🤖 AI Summary
To address the mismatch between linear motion assumptions and realistic nonlinear, quasi-periodic respiratory motion in 4D medical image temporal interpolation, this paper proposes a novel frequency-domain-driven generative interpolation paradigm. Methodologically, we introduce a Fourier motion operator that jointly incorporates physiological priors and spectral information from feature space, and explicitly models frequency dynamics during diffusion via a basis interaction mechanism. Additionally, we integrate a variational autoencoder with frequency-domain constraints and employ optical flow contrastive learning to enhance temporal consistency. Experiments demonstrate state-of-the-art performance in PSNR, SSIM, and perceptual quality metrics. Our method significantly improves anatomical fidelity, temporal continuity, and motion naturalness of interpolated frames while maintaining high reconstruction accuracy.
📝 Abstract
The temporal interpolation task for 4D medical imaging, plays a crucial role in clinical practice of respiratory motion modeling.

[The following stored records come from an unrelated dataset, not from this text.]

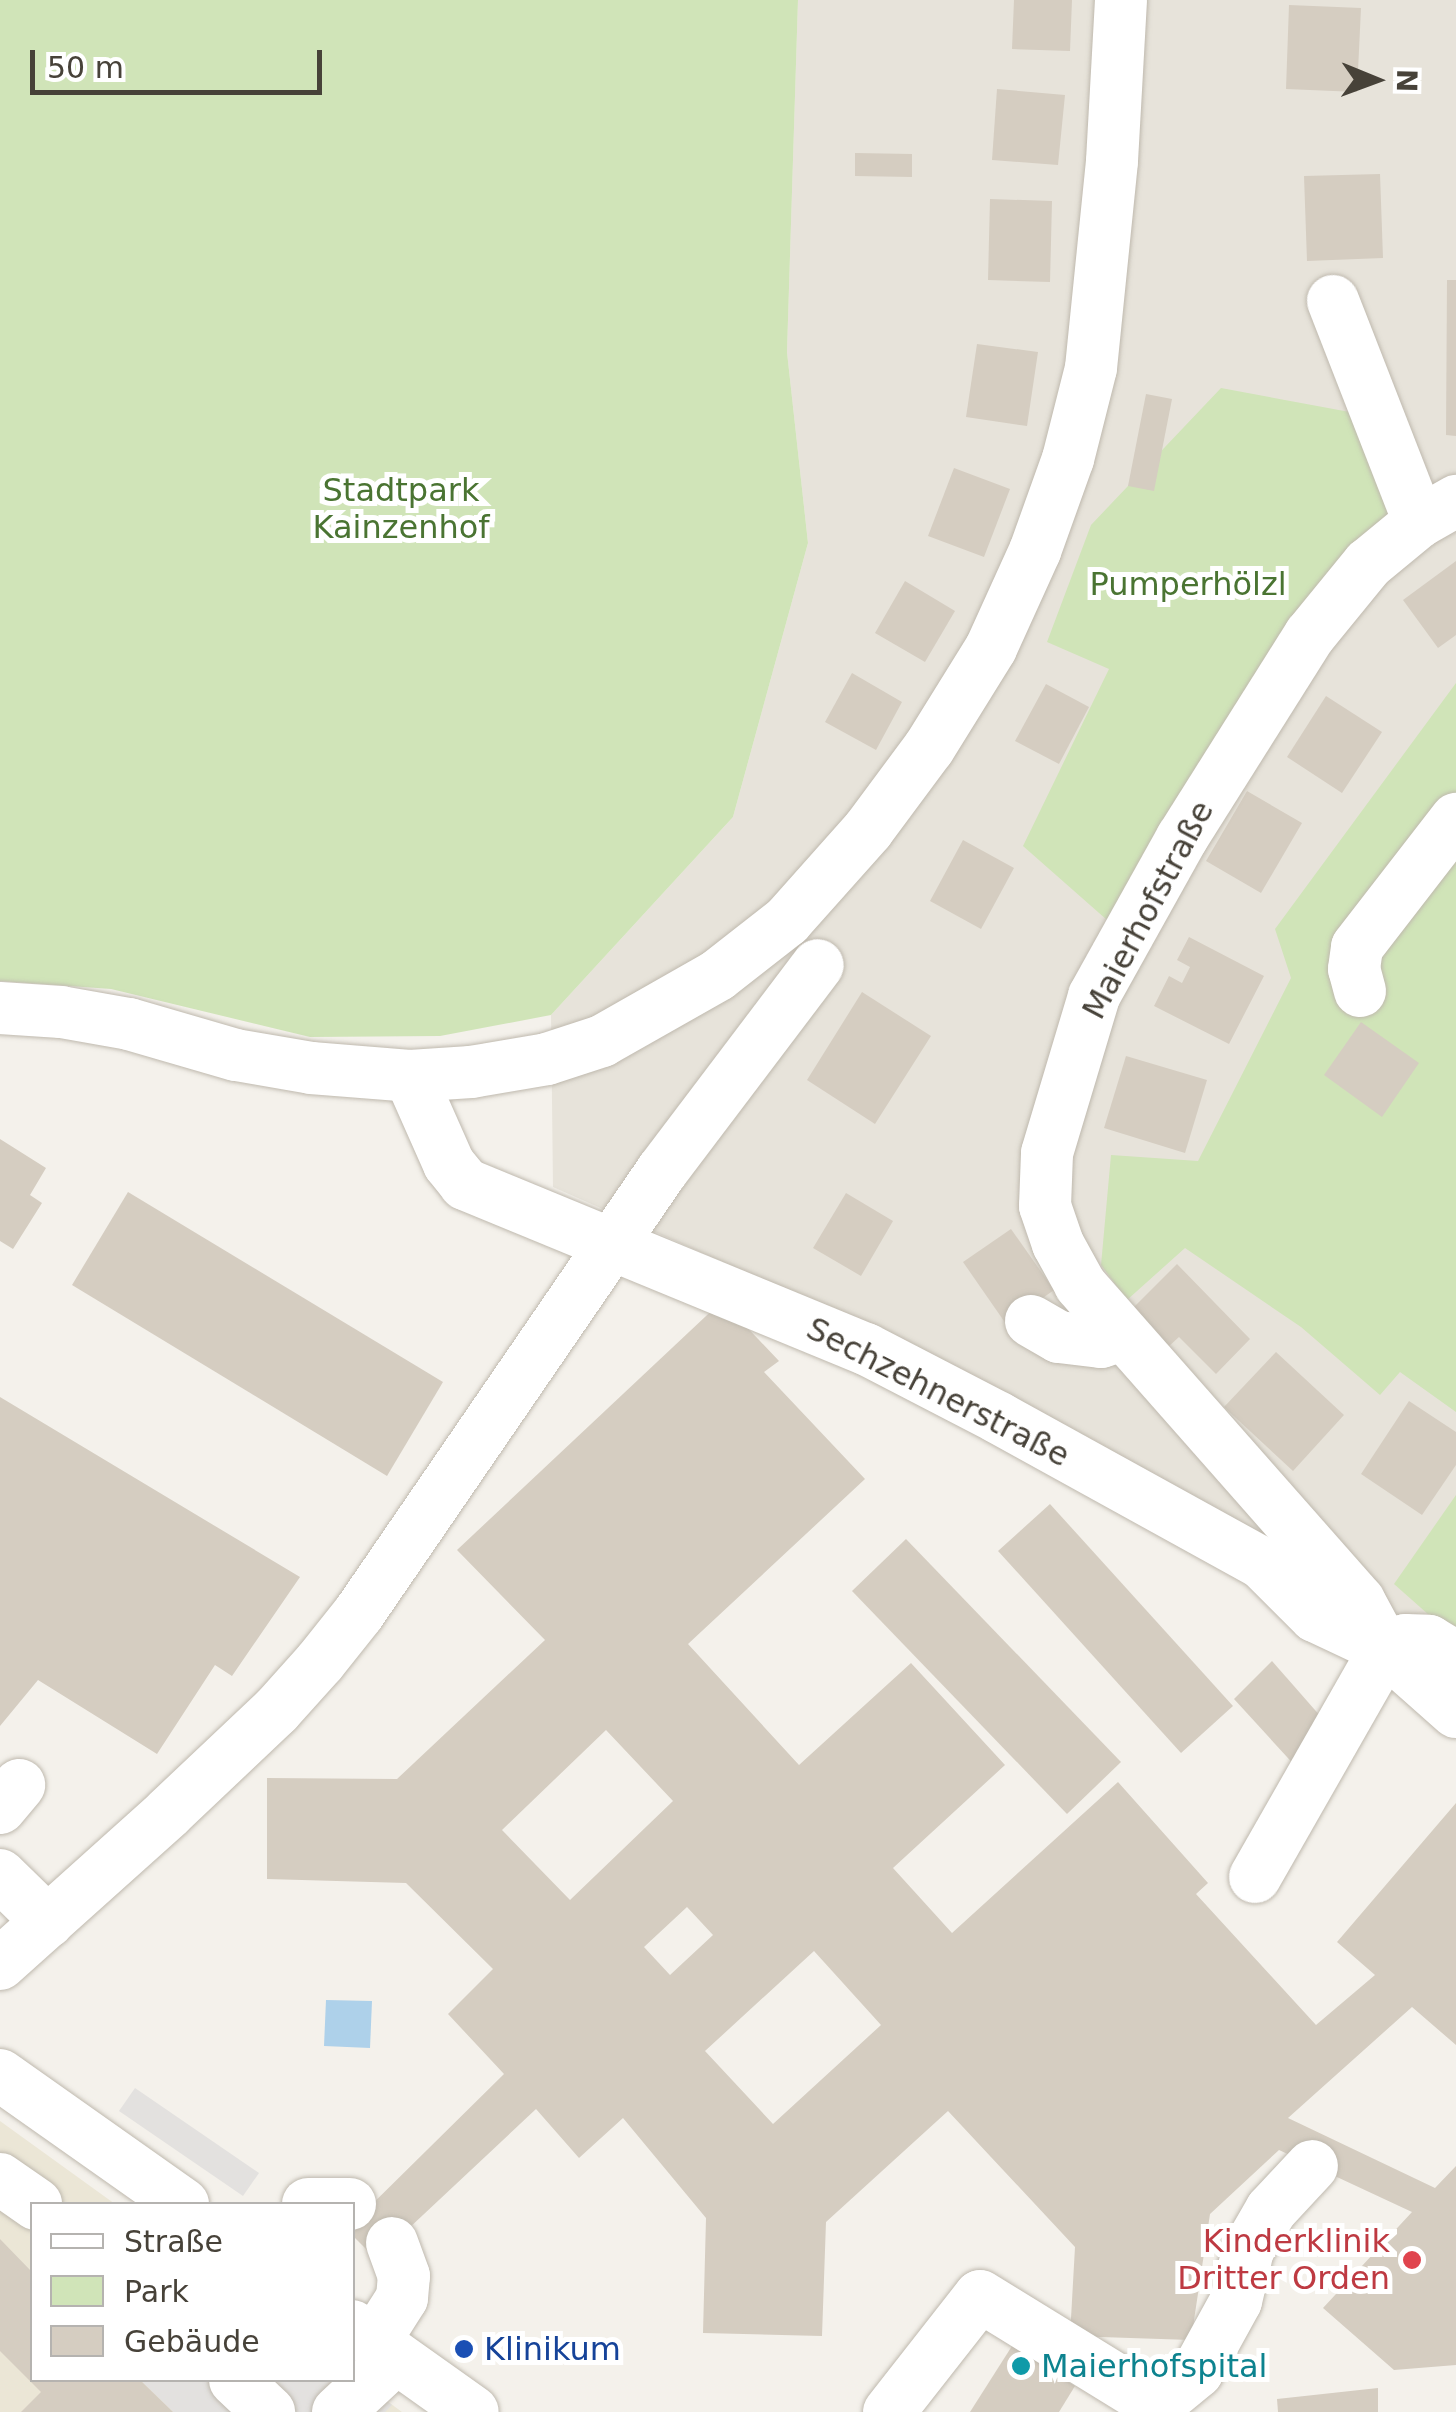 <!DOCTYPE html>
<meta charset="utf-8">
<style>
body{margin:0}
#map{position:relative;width:1456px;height:2412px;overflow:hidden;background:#f4f1eb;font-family:"DejaVu Sans",sans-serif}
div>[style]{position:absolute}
.residential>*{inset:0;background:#e7e3da}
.education>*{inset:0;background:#ebe6d6}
.green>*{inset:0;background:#d0e4b8}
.parking>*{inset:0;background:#e3e1df}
.water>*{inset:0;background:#aed1ea}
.building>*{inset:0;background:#d5cdc1}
.roads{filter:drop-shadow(0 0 2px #bfb9ae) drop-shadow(0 0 2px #bfb9ae)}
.minor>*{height:52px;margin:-26px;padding:0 26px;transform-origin:26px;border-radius:26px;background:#fff}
.dots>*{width:28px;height:28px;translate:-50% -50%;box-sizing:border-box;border:5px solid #fff;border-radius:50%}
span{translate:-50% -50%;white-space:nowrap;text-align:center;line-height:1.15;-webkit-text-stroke:10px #fff;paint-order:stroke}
.park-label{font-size:32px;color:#4a7432}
.street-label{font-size:32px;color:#474239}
.health-label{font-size:32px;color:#be3a42}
.right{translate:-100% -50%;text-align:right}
.transit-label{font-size:32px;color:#164399}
.left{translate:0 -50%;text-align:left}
.culture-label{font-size:32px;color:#0d838f}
.legend{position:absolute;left:30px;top:2202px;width:325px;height:180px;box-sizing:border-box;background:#fff;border:2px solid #b5b3b0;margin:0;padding:12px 18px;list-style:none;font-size:30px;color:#474239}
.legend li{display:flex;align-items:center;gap:20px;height:50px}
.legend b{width:50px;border:2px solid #b5b3b0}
.north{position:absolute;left:1326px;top:30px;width:100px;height:100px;-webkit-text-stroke:8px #fff;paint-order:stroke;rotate:91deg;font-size:28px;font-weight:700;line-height:40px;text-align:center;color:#474239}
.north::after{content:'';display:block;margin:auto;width:35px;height:45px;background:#474239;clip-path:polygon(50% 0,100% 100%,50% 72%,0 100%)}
.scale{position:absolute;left:30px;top:50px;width:292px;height:45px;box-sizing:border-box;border:5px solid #474239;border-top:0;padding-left:12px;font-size:30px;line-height:35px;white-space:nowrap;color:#474239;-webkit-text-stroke:8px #fff;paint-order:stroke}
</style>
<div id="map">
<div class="residential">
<div style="clip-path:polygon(798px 0,1456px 0,1456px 1694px,893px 1337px,553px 1187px,551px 1015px,733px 817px,808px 543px,787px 352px)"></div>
</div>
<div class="education">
<div style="clip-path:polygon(0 2121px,115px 2204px,32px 2204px,32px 2380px,353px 2376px,402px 2412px,0 2412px)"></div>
</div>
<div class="green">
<div style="clip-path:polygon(0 0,798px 0,787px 352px,808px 543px,733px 817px,551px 1015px,440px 1036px,310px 1037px,111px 989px,0 981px)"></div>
<div style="clip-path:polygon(1221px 388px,1355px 413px,1402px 518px,1107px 920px,1023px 846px,1109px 669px,1047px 642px,1091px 525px)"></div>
<div style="clip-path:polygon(1456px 683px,1456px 1412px,1400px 1372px,1380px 1395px,1301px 1327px,1185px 1248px,1127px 1300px,1101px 1265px,1111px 1155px,1198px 1161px,1291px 978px,1275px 929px)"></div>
<div style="clip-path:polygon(1456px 1495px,1456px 1639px,1394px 1584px)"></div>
</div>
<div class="parking">
<div style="clip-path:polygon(135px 2088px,259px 2173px,243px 2196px,119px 2111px)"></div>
<div style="clip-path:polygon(353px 2376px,392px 2405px,385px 2412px,173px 2412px,140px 2380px)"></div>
</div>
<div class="water">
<div style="clip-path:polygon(326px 2000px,372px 2001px,370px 2048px,324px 2046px)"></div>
</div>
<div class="building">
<div style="clip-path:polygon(1014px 0,1072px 0,1070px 51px,1012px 49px)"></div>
<div style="clip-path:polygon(1289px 5px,1361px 8px,1357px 92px,1286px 89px)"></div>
<div style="clip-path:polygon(997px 89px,1065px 95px,1058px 165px,992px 160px)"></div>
<div style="clip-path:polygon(855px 153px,912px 154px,912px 177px,855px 176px)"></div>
<div style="clip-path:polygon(1380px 174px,1383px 258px,1307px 261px,1304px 176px)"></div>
<div style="clip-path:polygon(990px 199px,1052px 201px,1050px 282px,988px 280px)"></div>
<div style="clip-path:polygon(1447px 280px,1456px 280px,1456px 436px,1446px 435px)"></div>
<div style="clip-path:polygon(977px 344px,1038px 352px,1027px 426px,966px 417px)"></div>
<div style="clip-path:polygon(1146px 394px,1172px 399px,1154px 491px,1128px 486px)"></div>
<div style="clip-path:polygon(954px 468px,1010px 489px,984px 557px,928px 536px)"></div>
<div style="clip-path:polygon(1456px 561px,1456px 635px,1438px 648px,1403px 600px)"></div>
<div style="clip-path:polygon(905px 581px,955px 611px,925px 662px,875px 633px)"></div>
<div style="clip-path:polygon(852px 673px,902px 702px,876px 750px,825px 722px)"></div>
<div style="clip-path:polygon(1046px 684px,1089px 707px,1059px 764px,1015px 741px)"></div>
<div style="clip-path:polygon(1326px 696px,1382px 732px,1342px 793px,1287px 757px)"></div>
<div style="clip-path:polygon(1247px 791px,1302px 823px,1261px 893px,1206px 861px)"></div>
<div style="clip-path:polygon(963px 840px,1014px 868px,981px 929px,930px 901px)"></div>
<div style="clip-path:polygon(1189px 937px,1264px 976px,1229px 1044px,1154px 1006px,1169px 976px,1182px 983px,1190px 967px,1177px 960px)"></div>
<div style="clip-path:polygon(862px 992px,931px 1036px,875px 1124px,807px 1080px)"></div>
<div style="clip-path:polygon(1361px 1022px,1419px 1063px,1382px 1117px,1324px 1075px)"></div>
<div style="clip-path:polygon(1126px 1056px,1207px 1080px,1185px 1153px,1104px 1128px)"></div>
<div style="clip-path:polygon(0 1139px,46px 1168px,30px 1195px,42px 1203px,13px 1249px,0 1241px)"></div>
<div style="clip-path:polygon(128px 1192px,443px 1382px,387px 1476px,72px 1285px)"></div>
<div style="clip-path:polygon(846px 1193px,893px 1221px,861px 1276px,813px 1248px)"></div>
<div style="clip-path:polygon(1011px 1229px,1054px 1290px,1006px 1324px,963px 1262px)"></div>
<div style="clip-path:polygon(1177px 1264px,1250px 1339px,1216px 1374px,1179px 1337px,1168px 1347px,1131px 1310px)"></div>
<div style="clip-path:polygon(evenodd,722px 1301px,779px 1361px,764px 1372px,865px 1479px,688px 1644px,799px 1765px,911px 1663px,1005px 1765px,893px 1868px,952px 1933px,1118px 1782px,1208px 1883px,1196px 1894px,1316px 2025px,1375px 1975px,1337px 1942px,1456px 1803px,1456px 2045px,1412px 2007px,1288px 2118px,1435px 2188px,1456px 2166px,1456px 2365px,1394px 2370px,1323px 2308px,1412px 2212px,1279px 2150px,1210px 2214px,1191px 2340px,1070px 2336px,1075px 2247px,948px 2111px,826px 2222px,822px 2336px,703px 2333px,706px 2218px,623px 2118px,579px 2158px,536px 2109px,376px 2259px,352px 2235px,352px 2224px,504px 2074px,448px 2014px,493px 1969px,406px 1883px,267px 1879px,267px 1778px,397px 1779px,545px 1640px,457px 1550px,722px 1301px,606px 1730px,673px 1801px,570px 1900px,502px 1830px,606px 1730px,722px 1301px,687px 1907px,713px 1935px,670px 1975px,644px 1947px,687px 1907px,722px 1301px,814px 1951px,881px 2025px,773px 2124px,705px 2051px,814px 1951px)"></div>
<div style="clip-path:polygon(1276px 1352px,1344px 1415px,1293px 1471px,1224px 1407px)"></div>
<div style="clip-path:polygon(0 1397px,300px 1577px,232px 1676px,215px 1665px,157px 1754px,38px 1680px,0 1726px)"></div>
<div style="clip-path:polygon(1409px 1401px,1456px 1432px,1456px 1465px,1422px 1515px,1361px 1474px)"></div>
<div style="clip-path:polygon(1050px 1504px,1233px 1706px,1181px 1753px,998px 1551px)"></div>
<div style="clip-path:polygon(906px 1539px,1121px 1762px,1067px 1814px,852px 1591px)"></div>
<div style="clip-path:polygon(1272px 1661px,1329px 1726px,1298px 1769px,1234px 1699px)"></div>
<div style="clip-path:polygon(0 2239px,32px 2272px,32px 2380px,140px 2380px,173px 2412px,21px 2412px,41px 2392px,0 2351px)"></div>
<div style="clip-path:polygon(1012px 2346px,1075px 2386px,1059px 2412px,970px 2412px)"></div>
<div style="clip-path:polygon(1378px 2388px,1378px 2412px,1278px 2412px,1277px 2399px)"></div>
</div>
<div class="roads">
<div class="minor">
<div style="left:1333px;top:301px;width:237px;rotate:68.7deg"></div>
<div style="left:1360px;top:991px;width:23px;rotate:-105deg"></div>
<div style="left:1354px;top:969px;width:22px;rotate:-82deg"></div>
<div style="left:1357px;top:947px;width:162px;rotate:-52.3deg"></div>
<div style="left:0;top:1008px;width:61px;rotate:3.8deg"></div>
<div style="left:61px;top:1012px;width:69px;rotate:10deg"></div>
<div style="left:129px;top:1024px;width:111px;rotate:16.2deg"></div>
<div style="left:236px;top:1055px;width:76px;rotate:9.8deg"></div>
<div style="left:311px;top:1068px;width:99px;rotate:4.6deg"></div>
<div style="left:410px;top:1076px;width:61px;rotate:-3.8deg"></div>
<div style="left:471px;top:1072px;width:77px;rotate:-9.7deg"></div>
<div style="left:547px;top:1059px;width:58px;rotate:-18.1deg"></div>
<div style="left:602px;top:1041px;width:133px;rotate:-29.6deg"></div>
<div style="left:718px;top:975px;width:88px;rotate:-38deg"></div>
<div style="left:787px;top:921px;width:122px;rotate:-48.3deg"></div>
<div style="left:868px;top:830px;width:102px;rotate:-53.4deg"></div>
<div style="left:929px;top:748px;width:118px;rotate:-58.2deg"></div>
<div style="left:991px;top:648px;width:107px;rotate:-65.6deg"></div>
<div style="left:1035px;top:551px;width:98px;rotate:-70.3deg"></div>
<div style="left:1068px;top:459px;width:94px;rotate:-75.8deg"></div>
<div style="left:1091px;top:368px;width:208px;rotate:-84.2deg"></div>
<div style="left:1112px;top:161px;width:161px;rotate:-86.8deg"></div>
<div style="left:410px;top:1076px;width:96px;rotate:66.1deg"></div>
<div style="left:449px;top:1164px;width:26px;rotate:51deg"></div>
<div style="left:465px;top:1184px;width:434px;rotate:22.4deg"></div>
<div style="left:866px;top:1349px;width:150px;rotate:27.4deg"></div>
<div style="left:999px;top:1418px;width:302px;rotate:28.9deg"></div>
<div style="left:1263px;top:1564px;width:74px;rotate:45deg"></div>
<div style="left:1315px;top:1616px;width:77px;rotate:25.2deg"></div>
<div style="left:1385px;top:1649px;width:95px;rotate:41.6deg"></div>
<div style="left:1031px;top:1321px;width:32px;rotate:30deg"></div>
<div style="left:1059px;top:1337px;width:42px;rotate:6.8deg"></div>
<div style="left:1101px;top:1342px;width:23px;rotate:-18deg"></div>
<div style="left:1385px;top:1649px;width:55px;rotate:-118.4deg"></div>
<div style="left:1359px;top:1601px;width:422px;rotate:-131.4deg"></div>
<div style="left:1080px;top:1284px;width:46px;rotate:-118.8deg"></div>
<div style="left:1058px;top:1244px;width:40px;rotate:-108.9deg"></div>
<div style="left:1045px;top:1206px;width:53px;rotate:-87.8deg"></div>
<div style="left:1047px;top:1153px;width:164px;rotate:-73.3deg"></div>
<div style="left:1094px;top:996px;width:181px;rotate:-60.9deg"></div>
<div style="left:1182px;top:838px;width:240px;rotate:-57.8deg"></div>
<div style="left:1310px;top:635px;width:92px;rotate:-50.8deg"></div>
<div style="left:1368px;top:564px;width:66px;rotate:-39.5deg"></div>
<div style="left:1419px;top:522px;width:43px;rotate:-29.6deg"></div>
<div style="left:1385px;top:1649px;width:22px;rotate:-24deg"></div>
<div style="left:1405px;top:1640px;width:24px;rotate:2deg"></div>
<div style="left:1429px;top:1641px;width:31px;rotate:31deg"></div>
<div style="left:0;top:1808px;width:30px;rotate:-50deg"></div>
<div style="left:0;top:1875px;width:67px;rotate:44.4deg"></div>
<div style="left:1255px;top:1877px;width:262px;rotate:-60.3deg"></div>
<div style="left:0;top:1964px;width:226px;rotate:-41.9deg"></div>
<div style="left:168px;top:1813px;width:149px;rotate:-43.4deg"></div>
<div style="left:276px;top:1711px;width:66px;rotate:-48.1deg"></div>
<div style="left:320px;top:1662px;width:63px;rotate:-51.5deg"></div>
<div style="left:359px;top:1613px;width:536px;rotate:-55.57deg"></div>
<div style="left:662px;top:1171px;width:258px;rotate:-52.9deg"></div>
<div style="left:0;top:2075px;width:224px;rotate:35.2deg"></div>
<div style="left:0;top:2179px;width:44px;rotate:34.8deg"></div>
<div style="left:308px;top:2204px;width:42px"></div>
<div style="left:352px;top:2326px;width:148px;rotate:35.4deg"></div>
<div style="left:374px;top:2342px;width:52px;rotate:-57.5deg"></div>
<div style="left:402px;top:2298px;width:22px;rotate:-85deg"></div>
<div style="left:404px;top:2276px;width:35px;rotate:-110deg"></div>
<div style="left:235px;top:2380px;width:47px;rotate:43.3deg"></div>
<div style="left:338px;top:2412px;width:79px;rotate:-43deg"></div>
<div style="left:889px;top:2412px;width:147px;rotate:-51.9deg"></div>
<div style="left:980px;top:2296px;width:208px;rotate:31.6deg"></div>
<div style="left:1157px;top:2405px;width:52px;rotate:-39.5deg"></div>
<div style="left:1197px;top:2372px;width:81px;rotate:-61.2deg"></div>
<div style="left:1236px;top:2301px;width:52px;rotate:-76.8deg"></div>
<div style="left:1248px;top:2250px;width:46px;rotate:-60.1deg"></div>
<div style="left:1271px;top:2210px;width:60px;rotate:-47deg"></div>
</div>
</div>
<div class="dots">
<div style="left:1412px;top:2260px;background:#e0444e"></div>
<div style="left:464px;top:2349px;background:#1a4fb4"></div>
<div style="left:1021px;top:2366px;background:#0f9aa8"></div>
</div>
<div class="park-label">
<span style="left:401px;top:509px">Stadtpark<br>Kainzenhof</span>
<span style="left:1188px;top:584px">Pumperhölzl</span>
</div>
<div class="street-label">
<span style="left:1148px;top:910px;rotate:-62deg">Maierhofstraße</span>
<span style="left:938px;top:1392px;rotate:27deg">Sechzehnerstraße</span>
</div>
<div class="health-label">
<span class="right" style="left:1390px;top:2260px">Kinderklinik<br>Dritter Orden</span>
</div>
<div class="transit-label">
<span class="left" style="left:484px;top:2349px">Klinikum</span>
</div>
<div class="culture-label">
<span class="left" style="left:1041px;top:2366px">Maierhofspital</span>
</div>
<ul class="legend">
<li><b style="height:12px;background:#fff"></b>Straße</li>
<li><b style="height:28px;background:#d0e4b8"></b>Park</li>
<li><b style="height:28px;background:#d5cdc1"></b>Gebäude</li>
</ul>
<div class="north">N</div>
<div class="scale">50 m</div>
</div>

Following the simplified linear-motion hypothesis, existing approaches adopt optical flow-based models to interpolate intermediate frames. However, realistic respiratory motions should be nonlinear and quasi-periodic with specific frequencies. Intuited by this property, we resolve the temporal interpolation task from the frequency perspective, and propose a Fourier basis-guided Diffusion model, termed FB-Diff. Specifically, due to the regular motion discipline of respiration, physiological motion priors are introduced to describe general characteristics of temporal data distributions. Then a Fourier motion operator is elaborately devised to extract Fourier bases by incorporating physiological motion priors and case-specific spectral information in the feature space of Variational Autoencoder. Well-learned Fourier bases can better simulate respiratory motions with motion patterns of specific frequencies. Conditioned on starting and ending frames, the diffusion model further leverages well-learned Fourier bases via the basis interaction operator, which promotes the temporal interpolation task in a generative manner. Extensive results demonstrate that FB-Diff achieves state-of-the-art (SOTA) perceptual performance with better temporal consistency while maintaining promising reconstruction metrics. Codes are available.